The context for the chapter is the Belfast/Good Friday Agreement (B/GFA), which ended thirty years of violent conflict between Irish republicans, mostly Catholic, who wanted Northern Ireland to become reunified with the rest of Ireland, and unionists, mostly Protestants supported by British security forces, who wanted to maintain the union of Northern Ireland and Great Britain.

The agreement (April 10, 1998) has three components.
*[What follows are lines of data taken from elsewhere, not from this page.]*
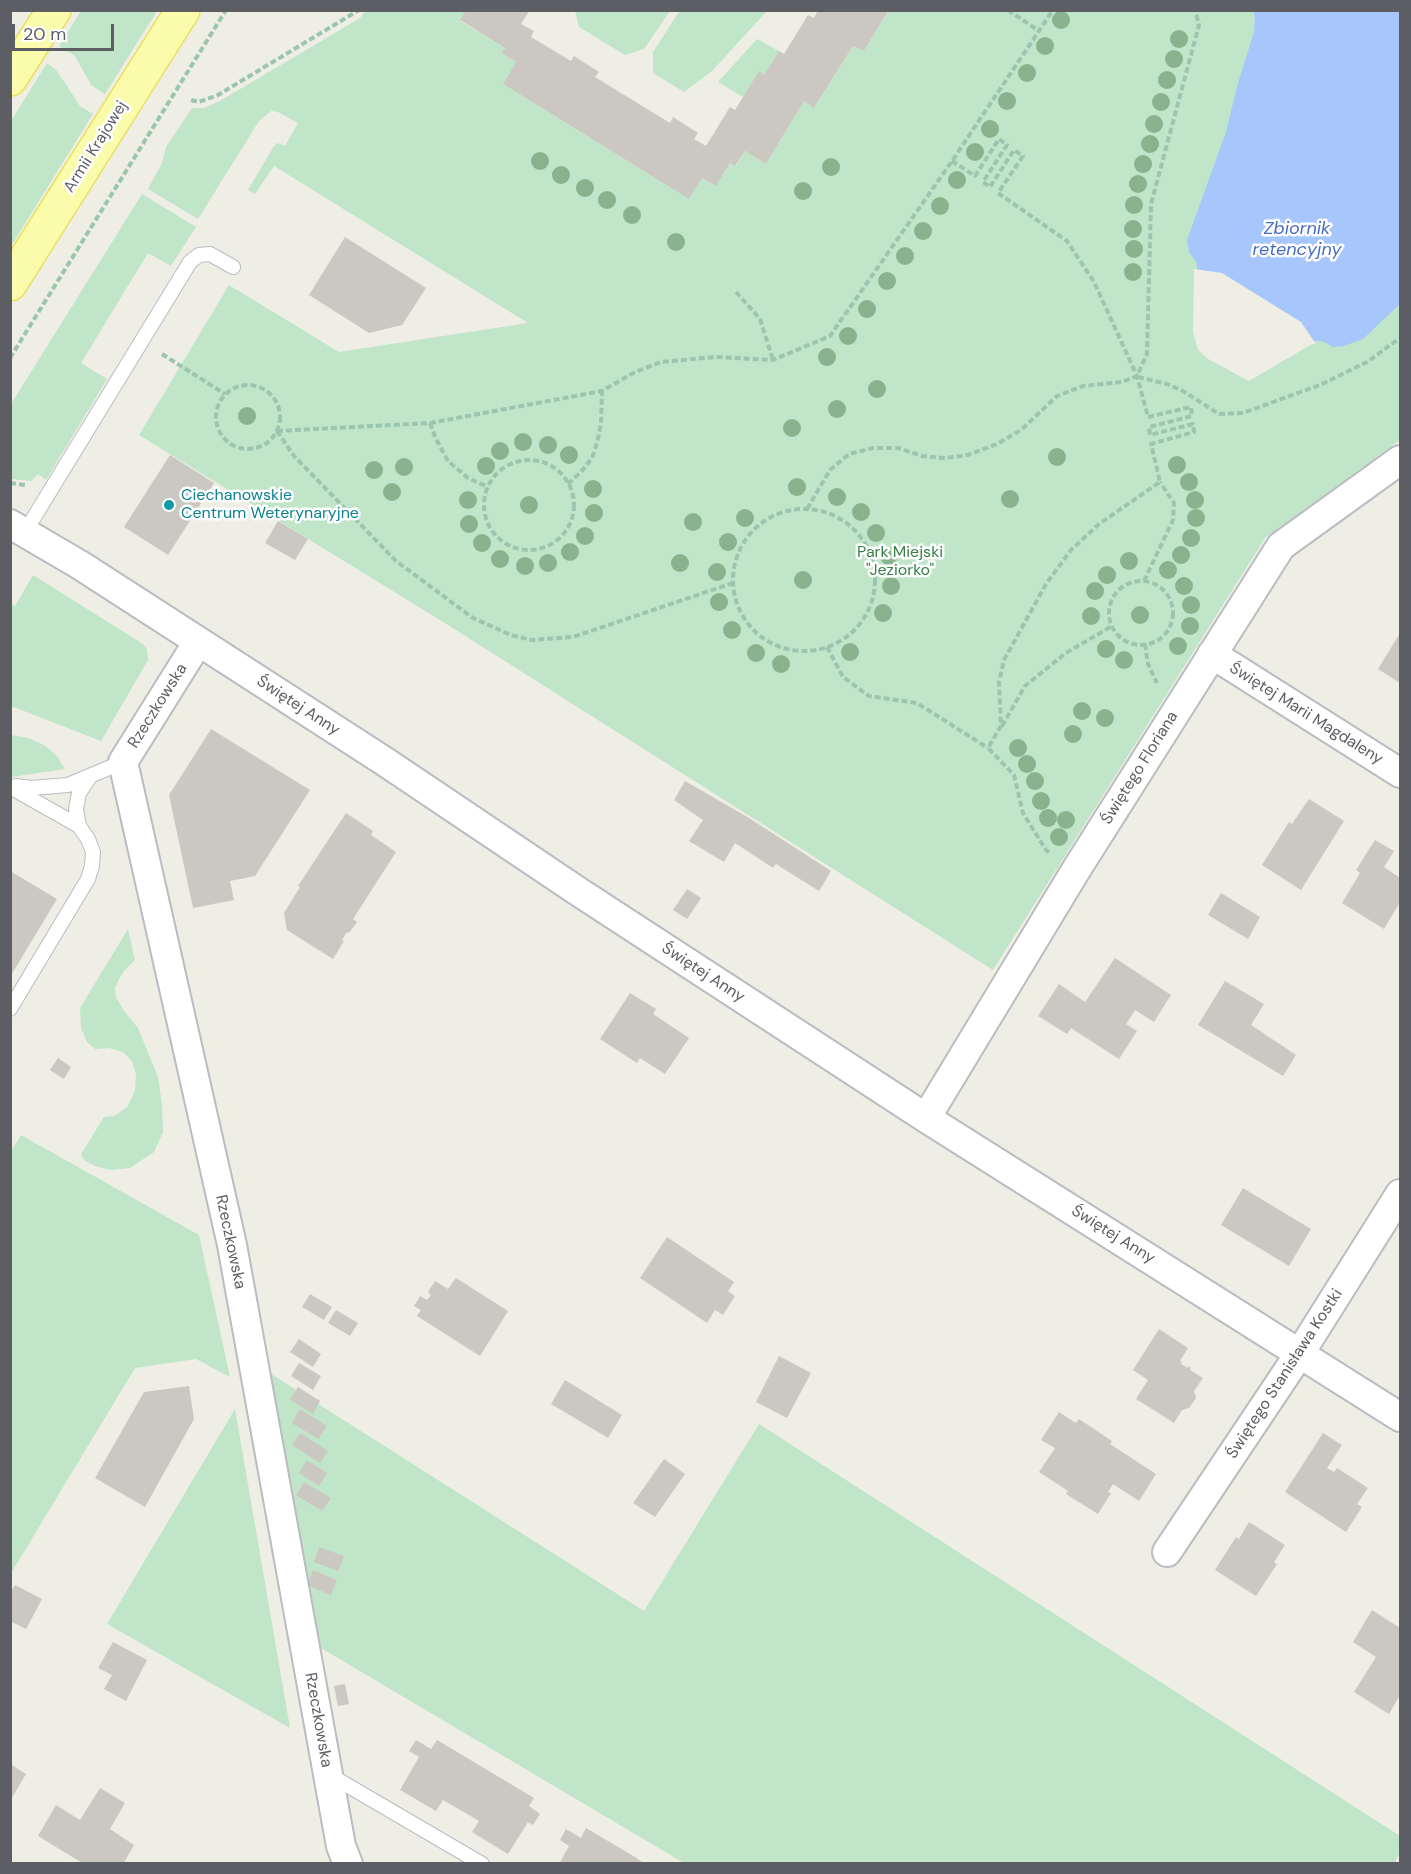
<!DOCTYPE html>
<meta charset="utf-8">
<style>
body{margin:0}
#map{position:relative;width:1411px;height:1874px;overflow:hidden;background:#eeeee4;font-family:"DM Sans",sans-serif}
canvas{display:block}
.frame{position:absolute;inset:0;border:12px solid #5c5e64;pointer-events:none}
.scale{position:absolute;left:12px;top:24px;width:102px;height:27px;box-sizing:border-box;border:3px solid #5c5e64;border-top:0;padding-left:8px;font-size:18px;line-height:21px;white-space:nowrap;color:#5c5e64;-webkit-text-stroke:4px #fff;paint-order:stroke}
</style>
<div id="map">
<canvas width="1411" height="1874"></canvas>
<div class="frame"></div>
<div class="scale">20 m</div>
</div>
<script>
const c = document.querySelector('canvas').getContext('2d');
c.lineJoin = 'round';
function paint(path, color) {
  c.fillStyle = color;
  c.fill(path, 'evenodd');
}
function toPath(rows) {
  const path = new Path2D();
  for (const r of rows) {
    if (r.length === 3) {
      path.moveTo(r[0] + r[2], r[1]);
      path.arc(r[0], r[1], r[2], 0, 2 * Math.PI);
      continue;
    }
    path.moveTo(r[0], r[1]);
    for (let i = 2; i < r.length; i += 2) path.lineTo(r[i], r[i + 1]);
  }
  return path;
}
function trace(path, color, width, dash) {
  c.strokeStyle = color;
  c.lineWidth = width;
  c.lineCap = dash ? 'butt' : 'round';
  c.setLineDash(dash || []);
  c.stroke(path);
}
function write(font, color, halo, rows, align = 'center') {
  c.font = font + ' "DM Sans",sans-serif';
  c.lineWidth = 5;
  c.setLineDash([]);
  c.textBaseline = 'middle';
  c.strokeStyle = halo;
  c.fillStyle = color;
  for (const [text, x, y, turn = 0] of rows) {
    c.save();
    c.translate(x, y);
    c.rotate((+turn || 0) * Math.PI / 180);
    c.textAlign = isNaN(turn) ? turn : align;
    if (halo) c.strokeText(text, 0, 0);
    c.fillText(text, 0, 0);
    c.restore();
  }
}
const green = toPath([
 [680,10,765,10,766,12,712,71,684,92,653,73,653,52],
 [81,11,157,11,105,94,91,85,75,56,59,46],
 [365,11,466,11,460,21,505,48,501,53,516,62,503,84,689,199,702,178,716,186,730,163,736,166,745,151,766,164,804,101,815,107,853,46,864,51,889,11,1400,11,1400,440,1265,538,993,970,440,620,139,435,229,285,339,352,528,323,274,166,255,194,248,190,274,146,277,143,285,146,298,123,278,112,271,111,259,121,198,219,148,189,162,163,166,147,192,108,204,108,220,101,360,18],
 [575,11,575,10,670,11,644,49,625,55,579,27],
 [757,39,779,51,764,75,759,72,743,97,718,82],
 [47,63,57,71,80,106,93,114,11,246,11,121],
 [142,194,196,227,171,266,148,253,81,363,107,379,46,480,38,474,31,481,11,479,11,404],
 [33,575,143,644,147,649,148,660,101,741,11,706,11,604,15,606],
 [11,735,28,738,44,745,57,756,65,769,11,777],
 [128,929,135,960,124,971,118,981,115,988,116,997,124,1011,138,1028,158,1077,162,1105,163,1132,154,1152,130,1168,111,1170,95,1166,84,1160,81,1154,104,1117,114,1116,127,1107,135,1091,136,1074,132,1061,123,1052,109,1048,95,1049,87,1042,81,1028,80,1008],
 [21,1135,199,1235,230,1377,196,1359,135,1368,13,1570,10,1569,10,1153],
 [265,1370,644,1611,759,1424,1400,1836,1400,1852,1394,1864,684,1863,321,1648],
 [235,1409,290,1728,107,1624]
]);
const water = toPath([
 [1253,11,1400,11,1400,304,1363,339,1344,346,1333,347,1322,341,1311,341,1197,315,1197,263,1189,252,1187,240,1226,132,1238,83,1254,32,1255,16]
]);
const pier = toPath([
 [1194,269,1222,273,1301,322,1316,344,1312,344,1249,381,1208,359,1198,350,1193,332]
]);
const building = toPath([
 [466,10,530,10,521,24,534,31,531,37,571,61,574,56,599,72,595,77,670,123,673,117,698,133,694,139,706,146,730,107,735,110,759,71,764,75,779,51,784,54,808,15,814,18,818,10,889,10,864,51,853,46,814,108,804,101,766,164,745,151,735,166,730,163,716,186,702,178,689,199,503,84,516,62,501,53,505,48,460,20],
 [345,237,426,288,402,325,369,333,309,295],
 [170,455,214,483,168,555,124,527],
 [278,521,308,539,295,560,265,543],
 [1400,633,1400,683,1378,669],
 [211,729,310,790,255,876,230,881,234,900,193,908,169,795],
 [685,781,749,818,831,871,819,891,776,864,773,868,735,843,724,862,689,841,703,820,674,800],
 [1309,799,1344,821,1301,890,1262,865,1289,822,1292,824],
 [346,813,373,831,371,835,396,852,353,919,357,922,349,933,347,932,342,940,344,941,333,959,287,930,284,913,300,887,298,886],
 [1375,840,1394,851,1384,867,1400,878,1400,902,1384,929,1342,903,1360,873,1356,870],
 [10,871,57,899,10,977],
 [687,889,701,898,687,919,673,910],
 [1221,893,1260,917,1248,939,1208,915],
 [1115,958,1171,995,1154,1022,1135,1010,1126,1024,1137,1031,1119,1059,1071,1028,1067,1034,1038,1016,1059,984,1085,1002],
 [1225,981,1264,1004,1251,1025,1296,1055,1283,1076,1198,1025],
 [630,993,656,1009,653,1014,689,1038,665,1074,640,1058,637,1063,600,1039],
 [58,1058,71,1067,64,1079,50,1070],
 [1243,1188,1311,1229,1289,1266,1221,1225],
 [667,1237,734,1282,728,1291,735,1296,723,1315,715,1310,707,1323,640,1278],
 [456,1278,508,1311,480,1356,417,1316,421,1310,414,1306,420,1296,427,1300,431,1295,428,1292,435,1281,448,1289],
 [310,1294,332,1307,324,1320,302,1307],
 [336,1310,358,1323,350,1336,328,1323],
 [1159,1329,1188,1348,1180,1361,1182,1362,1181,1364,1188,1368,1189,1366,1191,1368,1190,1370,1203,1378,1194,1391,1196,1398,1189,1408,1182,1410,1174,1423,1136,1399,1148,1380,1133,1370],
 [299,1339,321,1354,313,1367,290,1352],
 [779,1356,811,1373,787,1418,756,1402],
 [299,1363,321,1376,313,1390,291,1376],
 [565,1380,622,1415,608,1438,551,1404],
 [189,1386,194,1419,145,1507,95,1478,144,1392],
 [298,1387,320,1401,313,1414,290,1400],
 [300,1409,327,1426,318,1439,292,1423],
 [1059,1412,1076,1423,1079,1419,1112,1441,1110,1444,1156,1474,1139,1501,1113,1484,1108,1492,1111,1493,1098,1514,1066,1494,1068,1491,1039,1472,1055,1448,1041,1440],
 [300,1433,328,1451,320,1463,292,1445],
 [1323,1433,1342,1445,1327,1468,1334,1472,1337,1468,1368,1488,1357,1504,1362,1507,1346,1532,1285,1492],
 [664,1459,685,1474,655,1517,633,1503],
 [307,1460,327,1473,319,1486,299,1473],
 [304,1482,331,1498,322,1511,296,1495],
 [1249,1522,1285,1545,1274,1562,1277,1564,1256,1596,1215,1570,1236,1537,1239,1539],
 [319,1547,344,1556,338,1571,314,1562],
 [313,1570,337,1580,331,1595,307,1585],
 [15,1585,42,1599,26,1629,10,1621,10,1594],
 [1372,1610,1400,1628,1400,1695,1389,1714,1354,1692,1376,1657,1353,1642],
 [113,1642,147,1660,126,1701,104,1689,112,1675,98,1668],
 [345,1684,349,1704,338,1706,334,1686],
 [416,1740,431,1749,437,1740,534,1798,529,1806,540,1814,533,1825,528,1822,508,1854,472,1832,479,1821,443,1800,436,1811,400,1790,419,1757,409,1751],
 [10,1764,26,1774,10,1801],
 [100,1788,125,1803,110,1829,134,1845,123,1864,84,1864,38,1836,56,1805,80,1820],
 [586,1828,635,1857,645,1864,559,1864,569,1846,560,1840,566,1829,581,1838]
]);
const path = toPath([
 [1008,10,1039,31],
 [191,100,199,102,218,95,359,10],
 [952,161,975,176,999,139,1007,145,983,182,990,187,1014,150,1023,156,998,193,1067,241,1094,282,1137,376,1148,417,1191,407,1192,416,1149,427,1150,435,1193,424,1194,432,1151,444,1160,482,1099,524,1071,550,1046,584,1004,660,999,682,1001,726,988,748,1014,775,1023,813,1046,850,1050,853],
 [736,292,760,319,773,360],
 [162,354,225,394],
 [10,358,226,10],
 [1138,377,1167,384,1183,391,1219,414,1243,413,1320,385,1367,362,1400,338],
 [248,417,32],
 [430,423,436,439,448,461,468,478,488,487],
 [277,431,430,423,602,391,635,372,661,362,716,357,773,360,830,336,952,161,1053,10],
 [277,431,294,456,396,561,473,618,511,635,531,640,573,637,733,583],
 [529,505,45],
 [10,483,25,485],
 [568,484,581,472,592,458,597,443,601,424,602,391],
 [807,509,830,470,849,454,873,448,898,448,922,456,945,458,968,455,997,444,1021,430,1057,396,1083,386,1122,382,1137,376,1147,354,1151,204,1199,25,1195,10],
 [804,580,71],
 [1144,581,1173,520,1174,503,1160,482],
 [1141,613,32],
 [1145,644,1148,664,1157,683],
 [827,647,843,677,869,696,917,703,988,748],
 [1002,726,1025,686,1066,653,1112,626]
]);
const lane = toPath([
 [25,532,190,262,199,255,210,254,233,267],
 [16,786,31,788,68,785,123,762],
 [10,787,79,826,88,839,93,852,92,866,88,879,10,1009],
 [79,826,76,809,79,793,89,778],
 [328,1774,482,1864]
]);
const street = toPath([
 [10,524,80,565,384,761,579,892,926,1118,1400,1417],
 [198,642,123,762,232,1245,341,1846,348,1864],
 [1212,654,1400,773],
 [926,1118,1076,870,1281,546,1400,460],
 [1167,1552,1300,1353,1400,1194]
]);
const primary = toPath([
 [10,79,54,10],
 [10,284,183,10]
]);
const trees = [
 [1061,20],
 [1179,39],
 [1045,46],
 [1174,59],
 [1027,73],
 [1167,80],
 [1007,101],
 [1161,102],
 [1154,124],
 [990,129],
 [1150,144],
 [975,152],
 [540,161],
 [1143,164],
 [831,167],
 [561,175],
 [957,180],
 [1138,184],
 [585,188],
 [803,191],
 [607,200],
 [1134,205],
 [940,206],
 [632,215],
 [1133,229],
 [923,231],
 [676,242],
 [1134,249],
 [905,256],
 [1133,272],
 [887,281],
 [867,309],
 [848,336],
 [827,357],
 [877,389],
 [837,409],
 [247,416],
 [792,428],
 [523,442],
 [548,445],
 [500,451],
 [569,455],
 [1057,457],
 [1177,465],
 [486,466],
 [404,467],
 [374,470],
 [1189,482],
 [797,487],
 [593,489],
 [392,492],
 [837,497],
 [1010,499],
 [468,500],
 [1195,500],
 [529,505],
 [861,512],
 [594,513],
 [745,518],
 [1196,518],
 [693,522],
 [469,524],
 [876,533],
 [585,536],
 [1191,538],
 [728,542],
 [482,543],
 [570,552],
 [1181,555],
 [889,556],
 [500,559],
 [1129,561],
 [548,563],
 [680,563],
 [525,566],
 [1168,570],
 [717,572],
 [1107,575],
 [803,580],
 [891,586],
 [1184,586],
 [1095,591],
 [719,602],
 [1191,605],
 [883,613],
 [1140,615],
 [1091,616],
 [1190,626],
 [732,630],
 [1178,646],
 [1106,649],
 [850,652],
 [756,653],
 [1124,660],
 [781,664],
 [1082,711],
 [1105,718],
 [1073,734],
 [1018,748],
 [1027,764],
 [1035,781],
 [1041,801],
 [1048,818],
 [1066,820],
 [1059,837]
];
const markers = [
 [169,505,6,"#0f9aa8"]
];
const streetNames = [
 ["Armii Krajowej",96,147,-58],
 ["Rzeczkowska",158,706,-58],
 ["Świętej Anny",298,706,33],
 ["Świętej Marii Magdaleny",1306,714,32],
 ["Świętego Floriana",1140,768,-58],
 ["Świętej Anny",703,973,33],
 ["Świętej Anny",1113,1235,32],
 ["Rzeczkowska",230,1242,78],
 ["Świętego Stanisława Kostki",1285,1374,-57],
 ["Rzeczkowska",318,1720,80]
];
const cultureNames = [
 ["Ciechanowskie",181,496],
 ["Centrum Weterynaryjne",181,514]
];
const parkNames = [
 ["Park Miejski",900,553],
 ["\"Jeziorko\"",900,571]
];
const waterNames = [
 ["Zbiornik",1297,229],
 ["retencyjny",1297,250]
];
paint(green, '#c1e5c8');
paint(water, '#a6c6fc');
paint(pier, '#eeeee4');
paint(building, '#cac8c1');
trace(lane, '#bbbcc2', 16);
trace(street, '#bbbcc2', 32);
trace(primary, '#ece05f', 36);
trace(path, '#9bc5af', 4, [6, 3]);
trace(lane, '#fff', 14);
trace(street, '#fff', 28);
trace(primary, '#fafcab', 33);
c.fillStyle = '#89b28e';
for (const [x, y] of trees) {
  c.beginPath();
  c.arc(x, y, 9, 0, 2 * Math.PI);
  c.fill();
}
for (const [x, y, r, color] of markers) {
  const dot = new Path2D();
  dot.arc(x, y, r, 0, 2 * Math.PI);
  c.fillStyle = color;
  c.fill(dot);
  trace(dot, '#fff', 2);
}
write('16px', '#5c5e64', '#fff', streetNames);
write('16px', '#0d838f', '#fff', cultureNames, 'left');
write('16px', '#378048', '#fff', parkNames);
write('italic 18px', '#496cbf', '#fff', waterNames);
</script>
Strand I outlines a power sharing arrangement for the internal government of Northern Ireland; Strand II, a North South Ministerial Council to reflect relations between Northern Ireland and the Republic of Ireland (ROI); and Strand III, a British-Irish Intergovernmental Conference to mediate relations between the UK and ROI. The agreement also provides an electoral formula that will be used to determine whether Northern Ireland wishes to stay in the UK or become part of a reunified Ireland, should it appear that that is the wish of majority.

The article concludes that all the metrics that a Secretary of State for Northern Ireland might draw on to gauge support for a united Ireland have several shortcomings. At the present time none indicates a majority voting would choose to leave the UK and become part of an all-Ireland state.